The adoption of new media and online news outlets in Nigeria has increased citizens’ access to information while making it easier for them to contribute to public discourse. However, like everything good, there are downsides and potential side effects. Content publication on the internet is a jungle where anything goes particularly when legislations that hold people accountable for what they put out in the cyberspace are still weak in this country.
The legacy media have always held themselves accountable, if only to ensure they maintain their credibility while avoiding costly litigations and liability for any story that goes wrong. They consequently demand the highest ethical standards from their employees and put their publications through rigorous checks. Traditionally, such checks include consideration for national interest and national security which experts insist is absolute and can never be compromised.
This consideration is, however, lost on the growing array of bloggers, blog sites and online newspapers that give no thoughts to how their activities affect national security. They have, in recent times, operated in ways that suggest they sometimes deliberately report for the benefit of the Boko Haram terror group. They have often published information that the legacy media would embargo for their sensitivity, appropriateness or awaiting further corroboration.
Decisions by the bloggers or online news sites to publish such damaging information can easily be put down to sensationalism that will fetch more traffic to their sites, which translates into more revenue.

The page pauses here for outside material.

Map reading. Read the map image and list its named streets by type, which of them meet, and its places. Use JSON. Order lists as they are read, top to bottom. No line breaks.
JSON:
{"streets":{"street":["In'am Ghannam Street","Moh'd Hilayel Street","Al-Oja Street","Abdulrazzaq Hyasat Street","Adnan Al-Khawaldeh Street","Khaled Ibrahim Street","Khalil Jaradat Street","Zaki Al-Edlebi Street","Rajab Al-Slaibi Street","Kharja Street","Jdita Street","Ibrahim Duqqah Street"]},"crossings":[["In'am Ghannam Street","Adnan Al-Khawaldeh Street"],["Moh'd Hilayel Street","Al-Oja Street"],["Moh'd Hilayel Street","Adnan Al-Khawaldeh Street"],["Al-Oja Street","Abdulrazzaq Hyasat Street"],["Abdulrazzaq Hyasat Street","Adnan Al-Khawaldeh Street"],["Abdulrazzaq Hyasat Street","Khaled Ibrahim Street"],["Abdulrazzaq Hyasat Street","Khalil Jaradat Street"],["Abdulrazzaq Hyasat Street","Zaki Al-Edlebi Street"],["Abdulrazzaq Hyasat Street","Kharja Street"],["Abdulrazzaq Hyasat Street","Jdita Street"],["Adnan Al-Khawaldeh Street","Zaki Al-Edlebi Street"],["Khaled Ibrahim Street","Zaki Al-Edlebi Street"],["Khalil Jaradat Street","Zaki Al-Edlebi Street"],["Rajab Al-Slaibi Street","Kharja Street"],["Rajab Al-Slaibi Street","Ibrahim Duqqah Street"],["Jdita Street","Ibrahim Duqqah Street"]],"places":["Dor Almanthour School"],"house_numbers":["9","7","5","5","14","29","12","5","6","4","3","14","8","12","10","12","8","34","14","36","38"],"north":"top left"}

There is, however, the outside chance that they publish questionable information out of mischief and for the pleasure of spreading falsehood. In the extreme, there is the possibility that they lie as part of a grand plan to undermine national security institutions in favour of Boko Haram or other foreign interests.
For instance, some of the online platforms have singled out the Nigerian Army as the target of sustained attacks even as the service continues to fight terrorism in the North-East of the country. Casualty figures are carelessly allocated to the Army without using the ethically expected authorities in confirming the number of deaths reported. In such instances, the corresponding casualty among the terrorists is either glossed over or completely ignored to create the impression that the Army is losing the war against terrorism. Troops are also reported as lacking morale over unpaid allowances without recourse to educating readers on the intricacies of securing budget approval and disbursement. Readers are thus unable to appreciate the complexity of the situation.
The mischief gets to its height when the Army is reported as if it were independent from the Federal Republic of Nigeria and that it does not answer to the Armed Forces Headquarters that in turn answers to the Ministry of Defence, or the President. The erroneous impression is created that the Armed Forces are insulated from the economic realities in the land and are able to print their own currencies to buy hardware and pay troops’ allowances.
Admissibly, there is the prevailing need for the public to know if the resources allocated to the military are being corruptly mismanaged, which is a responsibility for the media as the Constitution mandates the media to hold government, which includes its agencies, accountable at all times. This responsibility must, in our opinion, be discharged with all sense of seriousness that requires that information are properly verified before publishing to avoid misleading the public.
It is important to observe that false or insensitive reporting can only strengthen the terrorists against the Nigerian state and the citizens would be the worse for it. What is going on the North-East between the Army and Boko Haram is war, which requires that the terrorists are not given the incentive to win. War is a defence and security matter and reporting it must be carefully balanced with public interest since there are limits to which every single action of the military should be available in the public domain.
Those that cheer the social media to undermine national security, including those that fund them through grants and advertising, must take a second look at the larger damage being done to Nigeria. They are the ones that can demand that the online publications act within the bounds of reason.